Airbnb has unveiled its latest Jaws-dropping listing - a bedroom inside the Aquarium de Paris shark tank.
The rental sharing website has already listed sleepovers in cable cars, converted planes and Ikea as publicity stunts, but this is its first underwater offering.
A 360-degree, transparent wall is the only thing separating guests from 35 sharks.
The room sits in three million litres of water within the tank, where two people will be welcomed by host, Fred Buyle, a world record-breaking freediver, underwater photographer and shark conservationist.
Buyle will provide a guided tour through the Aquarium, and provide an exclusive behind-the-scenes glimpse into the world of sharks: how they live, why they’re so misunderstood, and their importance to the ocean’s ecosystem.
Guests will also enjoy an intimate meal, with shark-tastic scenery.
So how can you sleep with the fishes?
Airbnb is listing the accommodation for the nights of April 11, 12 and 13 only. Guests must enter by competition on airbnb.co.uk/night-at/shark-aquarium, telling a little about themselves and why they should win by midnight this Sunday, April 3.

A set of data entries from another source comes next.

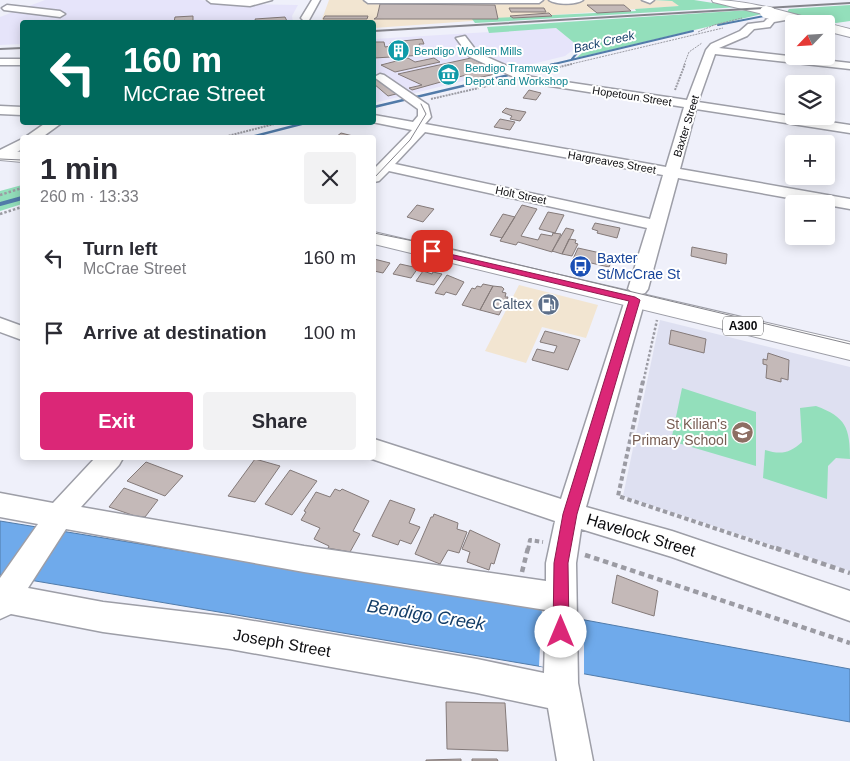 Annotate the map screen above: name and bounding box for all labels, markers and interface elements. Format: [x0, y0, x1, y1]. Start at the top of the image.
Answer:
north arrow [785, 15, 835, 65]
map controls [785, 15, 835, 245]
water label: Back Creek [572, 28, 637, 56]
building icon: Bendigo Woollen Mills [386, 39, 410, 63]
icon: left [40, 40, 105, 105]
text: 160 m [123, 40, 222, 79]
place label: Bendigo Woollen Mills [414, 45, 523, 57]
museum icon: Bendigo Tramways Depot and Workshop [437, 62, 461, 86]
place label: Bendigo Tramways Depot and Workshop [465, 62, 568, 87]
button: layers [785, 75, 835, 125]
text: McCrae Street [123, 81, 265, 106]
street label: Hopetoun Street [591, 84, 673, 108]
street label: Baxter Street [671, 94, 701, 158]
button: + [785, 135, 835, 185]
street label: Hargreaves Street [567, 148, 657, 176]
text: 1 min [40, 152, 118, 185]
button: close [304, 152, 356, 204]
street label: Holt Street [494, 184, 548, 206]
text: 260 m · 13:33 [40, 188, 139, 205]
button: − [785, 195, 835, 245]
pin [411, 230, 453, 272]
icon: arrive [418, 237, 446, 265]
text: Turn left [83, 238, 158, 259]
icon: left [40, 244, 68, 272]
text: 160 m [303, 247, 356, 268]
place label: Baxter St/McCrae St [597, 250, 680, 282]
bus stop icon: Baxter St/McCrae St [569, 254, 593, 278]
text: McCrae Street [83, 260, 186, 277]
fuel station icon: Caltex [536, 292, 560, 316]
place label: Caltex [492, 296, 532, 312]
road number: A300 [723, 316, 763, 336]
icon: arrive [40, 319, 68, 347]
text: Arrive at destination [83, 322, 267, 343]
text: 100 m [303, 322, 356, 343]
button: Exit [40, 392, 193, 450]
button: Share [203, 392, 356, 450]
place label: St Kilian's Primary School [632, 416, 727, 448]
school or university icon: St Kilian's Primary School [731, 420, 755, 444]
street label: Havelock Street [585, 510, 698, 560]
water label: Bendigo Creek [366, 596, 487, 634]
position arrow [534, 605, 586, 657]
street label: Joseph Street [232, 626, 333, 660]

Airbnb will fly the winners to Paris from anywhere in the world, but successful entrants must be over 18 and medically fit. Together, the two guests must weigh less than 190kg and be able to climb in and out of the bedroom.
“We’re thrilled to be the first Aquarium in the World to offer this chance for people to be more than simply visitors, but to get such an ‘immersive’ experience,” said Alexis L. Powilewicz, CEO of Aquarium de Paris.
“Sharks are essential for the health of the marine ecosystem. If they were to disappear, it would be a major threat to the ocean’s ecosystem. It is therefore crucial to be able to observe them in order to better protect them.
Designed specifically for the Aquarium and tested in the Mediterranean sea, the submarine bedroom will live on even after guests leave, acting as a study area for biologists, whether or not they are divers, Airbnb said.
The structure will reduce the number of dives needed and therefore the emission of bubbles, allowing the biologists to observe a more natural behaviour of fish.